As for blockchain technology acting as a separate entity from cryptocurrency, experts predict that enterprises, in particular supply chains, are set to implement some measure of blockchain into their everyday businesses over the next few years, as solutions become more universal.  

3. Increasing liquidity

Liquidity is one of the most important and crucial characteristics of the cryptocurrency market, aside from market capitalization. Liquidity, in this case, refers to the extent to which an asset can be quickly purchased or sold, without having an effect on the stability of the asset’s overall price. Over the next six months, growing trading volumes and higher exchange activity, bolstered by the recent price surges, will increase overall market liquidity. That being said, it will be key for cryptocurrencies to be accepted by more businesses and institutions as a payment method over the next few years, to increase usability and trade.

4. Centralized cryptos

As more cryptocurrency assets gain prominence with regular investors, various governments will look into the viability of launching their own centralized digital currency. These governments will likely be of smaller countries to start, launching cryptocurrency-to-fiat options on a centralized ledger upheld and managed by the government.

Moving towards a digital currency would create heightened short-term demand for the currency as a convenient and regulated payment method, particularly in places currently experiencing financial turmoil. Estonia is one of the first countries to have implemented blockchain technology on the federal government level, including 2-factor authentication, enabling citizens to control and verify their personal data. 

5. Blockchain-based solutions 

The governments’ adoption of blockchain technology will become more likely as we approach 2020 and beyond, but this isn’t the only sector set to benefit. Banking and finance are two industries that will lead adoption, as both face issues specific to data storage, and transaction speed and costs. ReiseBank AG in Germany was one of the first examples of instantaneous blockchain payments being successfully facilitated by a financial institution. 

Identity systems on the blockchain will also gain prominence with these institutions, providing a consolidated source of verification and personal data online.
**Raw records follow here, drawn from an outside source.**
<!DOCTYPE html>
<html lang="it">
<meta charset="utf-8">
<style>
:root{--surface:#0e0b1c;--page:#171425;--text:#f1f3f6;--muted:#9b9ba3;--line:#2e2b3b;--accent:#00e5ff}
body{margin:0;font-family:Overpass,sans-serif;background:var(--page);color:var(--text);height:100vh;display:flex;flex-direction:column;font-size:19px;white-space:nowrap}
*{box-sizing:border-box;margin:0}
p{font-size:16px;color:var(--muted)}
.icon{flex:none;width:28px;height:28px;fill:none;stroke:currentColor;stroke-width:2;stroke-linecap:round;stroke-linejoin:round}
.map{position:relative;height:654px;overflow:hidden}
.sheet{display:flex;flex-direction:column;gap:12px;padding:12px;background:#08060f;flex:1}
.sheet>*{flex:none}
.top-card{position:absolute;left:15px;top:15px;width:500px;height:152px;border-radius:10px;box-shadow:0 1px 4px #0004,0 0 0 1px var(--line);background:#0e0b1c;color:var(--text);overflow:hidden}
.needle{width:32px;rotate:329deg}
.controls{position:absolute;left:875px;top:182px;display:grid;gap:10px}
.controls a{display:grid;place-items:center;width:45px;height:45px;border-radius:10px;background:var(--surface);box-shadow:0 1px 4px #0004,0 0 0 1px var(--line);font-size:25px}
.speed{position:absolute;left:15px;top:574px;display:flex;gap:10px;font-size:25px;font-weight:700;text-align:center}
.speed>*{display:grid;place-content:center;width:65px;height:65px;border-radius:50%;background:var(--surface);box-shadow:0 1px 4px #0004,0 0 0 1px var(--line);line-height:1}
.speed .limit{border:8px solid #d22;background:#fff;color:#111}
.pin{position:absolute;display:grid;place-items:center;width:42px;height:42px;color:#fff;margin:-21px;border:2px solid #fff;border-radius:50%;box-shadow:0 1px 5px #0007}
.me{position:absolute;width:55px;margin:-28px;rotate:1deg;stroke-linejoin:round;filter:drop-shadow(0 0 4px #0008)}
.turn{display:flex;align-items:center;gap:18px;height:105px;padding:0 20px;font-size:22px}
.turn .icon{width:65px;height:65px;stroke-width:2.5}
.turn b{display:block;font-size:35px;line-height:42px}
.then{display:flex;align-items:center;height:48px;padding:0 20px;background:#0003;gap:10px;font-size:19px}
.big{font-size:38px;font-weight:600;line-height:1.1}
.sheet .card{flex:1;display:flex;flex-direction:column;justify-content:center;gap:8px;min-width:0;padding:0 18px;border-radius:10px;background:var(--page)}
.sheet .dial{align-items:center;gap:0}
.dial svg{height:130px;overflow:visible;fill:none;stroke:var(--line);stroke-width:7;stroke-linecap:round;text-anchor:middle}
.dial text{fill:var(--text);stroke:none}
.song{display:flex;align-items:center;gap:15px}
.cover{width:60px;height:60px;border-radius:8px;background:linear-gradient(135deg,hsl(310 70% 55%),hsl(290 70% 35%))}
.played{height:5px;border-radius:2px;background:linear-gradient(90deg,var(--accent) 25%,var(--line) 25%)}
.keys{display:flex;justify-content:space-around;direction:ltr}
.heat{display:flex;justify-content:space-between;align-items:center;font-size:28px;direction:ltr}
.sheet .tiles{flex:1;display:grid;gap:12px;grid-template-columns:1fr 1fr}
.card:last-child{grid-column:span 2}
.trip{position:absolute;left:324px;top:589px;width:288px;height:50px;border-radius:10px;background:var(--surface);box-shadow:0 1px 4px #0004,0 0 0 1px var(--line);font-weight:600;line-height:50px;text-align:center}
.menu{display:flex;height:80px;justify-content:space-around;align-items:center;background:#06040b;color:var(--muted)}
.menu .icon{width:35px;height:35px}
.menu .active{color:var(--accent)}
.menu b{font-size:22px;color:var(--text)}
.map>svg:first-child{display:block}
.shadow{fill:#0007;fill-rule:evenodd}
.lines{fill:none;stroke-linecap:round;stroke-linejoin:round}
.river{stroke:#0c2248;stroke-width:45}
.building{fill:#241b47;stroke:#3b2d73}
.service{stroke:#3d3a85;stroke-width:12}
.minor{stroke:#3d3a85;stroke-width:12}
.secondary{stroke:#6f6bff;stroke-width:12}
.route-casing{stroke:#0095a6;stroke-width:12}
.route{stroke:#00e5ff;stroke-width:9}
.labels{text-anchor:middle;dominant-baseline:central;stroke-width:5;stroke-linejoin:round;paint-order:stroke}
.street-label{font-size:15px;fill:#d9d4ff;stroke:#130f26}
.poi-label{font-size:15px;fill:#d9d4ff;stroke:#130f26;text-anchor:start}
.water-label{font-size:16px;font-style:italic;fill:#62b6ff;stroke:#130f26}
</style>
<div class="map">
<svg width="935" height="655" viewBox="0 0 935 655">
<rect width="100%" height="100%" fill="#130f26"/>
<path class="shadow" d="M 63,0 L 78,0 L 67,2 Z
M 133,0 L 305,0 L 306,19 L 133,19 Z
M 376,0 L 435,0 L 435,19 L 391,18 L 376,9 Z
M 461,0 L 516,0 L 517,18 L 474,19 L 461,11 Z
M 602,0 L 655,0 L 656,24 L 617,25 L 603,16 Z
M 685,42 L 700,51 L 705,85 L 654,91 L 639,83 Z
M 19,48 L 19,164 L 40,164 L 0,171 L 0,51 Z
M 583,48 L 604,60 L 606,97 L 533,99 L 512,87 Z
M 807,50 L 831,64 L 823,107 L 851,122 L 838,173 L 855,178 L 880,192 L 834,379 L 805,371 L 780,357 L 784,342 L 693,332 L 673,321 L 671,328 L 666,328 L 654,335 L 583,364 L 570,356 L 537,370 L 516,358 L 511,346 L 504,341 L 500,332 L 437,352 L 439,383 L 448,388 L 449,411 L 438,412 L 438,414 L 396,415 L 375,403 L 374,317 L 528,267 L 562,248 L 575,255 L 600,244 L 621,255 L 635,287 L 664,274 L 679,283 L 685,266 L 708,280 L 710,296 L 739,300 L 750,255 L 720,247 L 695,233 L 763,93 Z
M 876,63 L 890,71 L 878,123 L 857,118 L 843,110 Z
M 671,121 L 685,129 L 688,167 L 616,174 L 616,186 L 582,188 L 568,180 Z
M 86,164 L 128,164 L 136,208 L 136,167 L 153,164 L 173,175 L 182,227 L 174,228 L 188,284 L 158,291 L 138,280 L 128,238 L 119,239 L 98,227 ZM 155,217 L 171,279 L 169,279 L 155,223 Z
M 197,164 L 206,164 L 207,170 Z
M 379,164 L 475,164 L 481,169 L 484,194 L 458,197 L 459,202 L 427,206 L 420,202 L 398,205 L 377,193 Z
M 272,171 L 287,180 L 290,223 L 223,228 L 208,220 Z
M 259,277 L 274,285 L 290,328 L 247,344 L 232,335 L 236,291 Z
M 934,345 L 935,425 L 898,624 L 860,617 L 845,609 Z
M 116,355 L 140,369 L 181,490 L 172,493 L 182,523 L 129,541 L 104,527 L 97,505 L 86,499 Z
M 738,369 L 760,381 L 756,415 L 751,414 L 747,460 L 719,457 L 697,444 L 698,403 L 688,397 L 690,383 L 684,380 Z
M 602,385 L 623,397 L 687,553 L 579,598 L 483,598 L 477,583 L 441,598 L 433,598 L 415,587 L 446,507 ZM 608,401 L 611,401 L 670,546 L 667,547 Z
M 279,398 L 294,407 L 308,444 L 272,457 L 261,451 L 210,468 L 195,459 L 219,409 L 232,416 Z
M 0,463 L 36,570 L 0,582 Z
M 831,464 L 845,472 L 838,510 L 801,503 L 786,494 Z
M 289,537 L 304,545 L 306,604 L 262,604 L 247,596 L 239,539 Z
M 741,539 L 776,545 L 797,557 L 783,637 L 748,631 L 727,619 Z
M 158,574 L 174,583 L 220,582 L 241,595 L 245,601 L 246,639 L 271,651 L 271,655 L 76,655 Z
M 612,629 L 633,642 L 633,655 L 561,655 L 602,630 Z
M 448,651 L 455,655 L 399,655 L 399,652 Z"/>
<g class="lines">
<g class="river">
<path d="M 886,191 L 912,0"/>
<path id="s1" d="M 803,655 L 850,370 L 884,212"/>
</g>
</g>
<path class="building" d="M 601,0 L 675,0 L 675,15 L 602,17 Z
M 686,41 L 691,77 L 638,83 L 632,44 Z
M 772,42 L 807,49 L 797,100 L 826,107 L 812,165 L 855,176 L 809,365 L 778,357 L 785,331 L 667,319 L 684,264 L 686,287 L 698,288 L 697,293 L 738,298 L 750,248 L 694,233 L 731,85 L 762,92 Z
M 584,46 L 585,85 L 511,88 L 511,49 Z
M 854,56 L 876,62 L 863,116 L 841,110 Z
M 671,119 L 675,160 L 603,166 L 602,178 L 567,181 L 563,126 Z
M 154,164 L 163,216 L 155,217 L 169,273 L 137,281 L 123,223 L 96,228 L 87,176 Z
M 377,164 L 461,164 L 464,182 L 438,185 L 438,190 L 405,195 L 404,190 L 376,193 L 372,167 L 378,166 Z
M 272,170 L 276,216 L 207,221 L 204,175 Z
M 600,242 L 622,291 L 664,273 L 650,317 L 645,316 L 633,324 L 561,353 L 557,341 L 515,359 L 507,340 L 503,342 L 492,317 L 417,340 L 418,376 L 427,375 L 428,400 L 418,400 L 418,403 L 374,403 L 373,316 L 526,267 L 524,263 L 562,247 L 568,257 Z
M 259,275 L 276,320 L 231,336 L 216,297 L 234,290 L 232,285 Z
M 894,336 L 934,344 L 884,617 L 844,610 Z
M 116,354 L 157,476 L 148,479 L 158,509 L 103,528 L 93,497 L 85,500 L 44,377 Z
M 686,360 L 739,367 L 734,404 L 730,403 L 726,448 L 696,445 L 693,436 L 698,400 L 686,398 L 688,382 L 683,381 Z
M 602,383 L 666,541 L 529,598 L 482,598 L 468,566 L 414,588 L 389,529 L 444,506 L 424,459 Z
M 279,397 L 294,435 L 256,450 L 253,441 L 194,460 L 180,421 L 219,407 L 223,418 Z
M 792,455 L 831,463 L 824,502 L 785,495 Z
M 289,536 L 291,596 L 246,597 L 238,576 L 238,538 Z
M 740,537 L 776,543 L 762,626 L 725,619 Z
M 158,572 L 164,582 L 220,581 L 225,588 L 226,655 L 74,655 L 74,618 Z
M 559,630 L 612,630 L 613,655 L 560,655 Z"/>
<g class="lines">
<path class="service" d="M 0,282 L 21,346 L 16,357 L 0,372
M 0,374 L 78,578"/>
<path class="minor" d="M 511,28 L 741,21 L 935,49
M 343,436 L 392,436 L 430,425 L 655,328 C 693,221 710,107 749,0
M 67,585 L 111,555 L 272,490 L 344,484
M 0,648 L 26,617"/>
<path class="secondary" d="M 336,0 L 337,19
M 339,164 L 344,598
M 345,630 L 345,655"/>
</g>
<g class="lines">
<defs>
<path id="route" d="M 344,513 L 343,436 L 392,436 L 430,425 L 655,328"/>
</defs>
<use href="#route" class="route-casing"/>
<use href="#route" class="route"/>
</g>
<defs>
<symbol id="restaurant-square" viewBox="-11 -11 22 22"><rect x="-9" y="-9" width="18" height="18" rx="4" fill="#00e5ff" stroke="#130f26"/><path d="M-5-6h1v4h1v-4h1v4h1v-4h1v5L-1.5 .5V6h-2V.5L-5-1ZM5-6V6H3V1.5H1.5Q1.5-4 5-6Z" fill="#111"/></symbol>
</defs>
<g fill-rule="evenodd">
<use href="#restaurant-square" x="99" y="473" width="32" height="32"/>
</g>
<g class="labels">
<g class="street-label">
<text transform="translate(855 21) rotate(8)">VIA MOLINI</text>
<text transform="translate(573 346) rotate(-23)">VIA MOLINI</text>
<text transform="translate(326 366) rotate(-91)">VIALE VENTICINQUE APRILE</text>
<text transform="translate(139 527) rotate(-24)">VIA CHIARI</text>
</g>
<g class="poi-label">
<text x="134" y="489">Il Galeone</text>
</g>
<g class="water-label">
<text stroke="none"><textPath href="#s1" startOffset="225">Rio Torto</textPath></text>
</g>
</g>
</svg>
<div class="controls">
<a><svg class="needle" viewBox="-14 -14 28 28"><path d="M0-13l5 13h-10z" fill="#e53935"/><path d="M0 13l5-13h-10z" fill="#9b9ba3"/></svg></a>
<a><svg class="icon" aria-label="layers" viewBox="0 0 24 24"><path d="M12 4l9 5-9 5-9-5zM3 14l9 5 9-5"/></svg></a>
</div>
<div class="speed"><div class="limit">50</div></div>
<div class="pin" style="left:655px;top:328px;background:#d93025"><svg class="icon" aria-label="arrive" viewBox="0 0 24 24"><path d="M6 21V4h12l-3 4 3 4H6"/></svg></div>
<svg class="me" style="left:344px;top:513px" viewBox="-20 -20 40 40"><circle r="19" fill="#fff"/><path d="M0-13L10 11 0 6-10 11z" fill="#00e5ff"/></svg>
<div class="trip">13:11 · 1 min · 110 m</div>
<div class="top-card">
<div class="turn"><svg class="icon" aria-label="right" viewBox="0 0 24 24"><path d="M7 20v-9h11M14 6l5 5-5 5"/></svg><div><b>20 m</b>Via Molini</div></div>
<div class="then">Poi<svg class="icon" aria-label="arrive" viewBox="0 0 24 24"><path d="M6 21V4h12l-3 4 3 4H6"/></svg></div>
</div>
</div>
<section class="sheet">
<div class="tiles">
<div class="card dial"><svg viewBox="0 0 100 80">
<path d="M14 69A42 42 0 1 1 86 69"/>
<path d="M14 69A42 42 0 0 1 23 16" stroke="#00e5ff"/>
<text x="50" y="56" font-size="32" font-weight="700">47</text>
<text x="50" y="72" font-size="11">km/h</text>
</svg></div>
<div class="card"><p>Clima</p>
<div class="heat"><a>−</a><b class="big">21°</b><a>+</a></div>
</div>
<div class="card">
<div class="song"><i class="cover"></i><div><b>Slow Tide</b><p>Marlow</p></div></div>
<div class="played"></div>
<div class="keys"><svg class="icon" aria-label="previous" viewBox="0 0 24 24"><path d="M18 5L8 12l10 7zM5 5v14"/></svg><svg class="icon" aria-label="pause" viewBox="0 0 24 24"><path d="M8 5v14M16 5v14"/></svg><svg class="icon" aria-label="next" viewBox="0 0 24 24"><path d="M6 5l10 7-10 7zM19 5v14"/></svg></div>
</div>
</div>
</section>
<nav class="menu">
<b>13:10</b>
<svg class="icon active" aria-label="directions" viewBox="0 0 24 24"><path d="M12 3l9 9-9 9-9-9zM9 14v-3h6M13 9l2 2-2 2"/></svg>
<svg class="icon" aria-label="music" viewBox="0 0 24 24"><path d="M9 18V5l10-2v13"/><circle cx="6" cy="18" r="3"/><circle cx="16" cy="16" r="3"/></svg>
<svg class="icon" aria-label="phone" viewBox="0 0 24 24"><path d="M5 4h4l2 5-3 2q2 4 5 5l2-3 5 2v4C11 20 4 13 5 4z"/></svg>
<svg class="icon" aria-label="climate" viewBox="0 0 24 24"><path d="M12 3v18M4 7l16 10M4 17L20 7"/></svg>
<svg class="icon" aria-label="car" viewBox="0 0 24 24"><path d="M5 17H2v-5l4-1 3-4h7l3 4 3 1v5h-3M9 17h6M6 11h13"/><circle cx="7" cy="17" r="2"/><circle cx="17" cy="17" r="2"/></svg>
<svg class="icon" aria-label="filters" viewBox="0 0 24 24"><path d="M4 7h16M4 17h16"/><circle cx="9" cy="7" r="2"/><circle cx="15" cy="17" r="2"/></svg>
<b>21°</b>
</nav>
These identity systems will also put control of personal data back into the consumer’s hands. 

Key indicators show that crypto has entered a decided upturn, which will have beneficial effects on adoption and usability. The next few months are predicted to bring about both further price increases, and the expansion of digital asset plus commodity trading. Centralized, and even government-facilitated cryptocurrencies, will be a topic of serious consideration in the next few years, and like Estonia other smaller countries are likely to lead the way in adoption on a national scale. Lastly, in 2020 blockchain-based solutions are set to change how governance, finance, banking, and personal data management will work for end-consumers in an impactful way.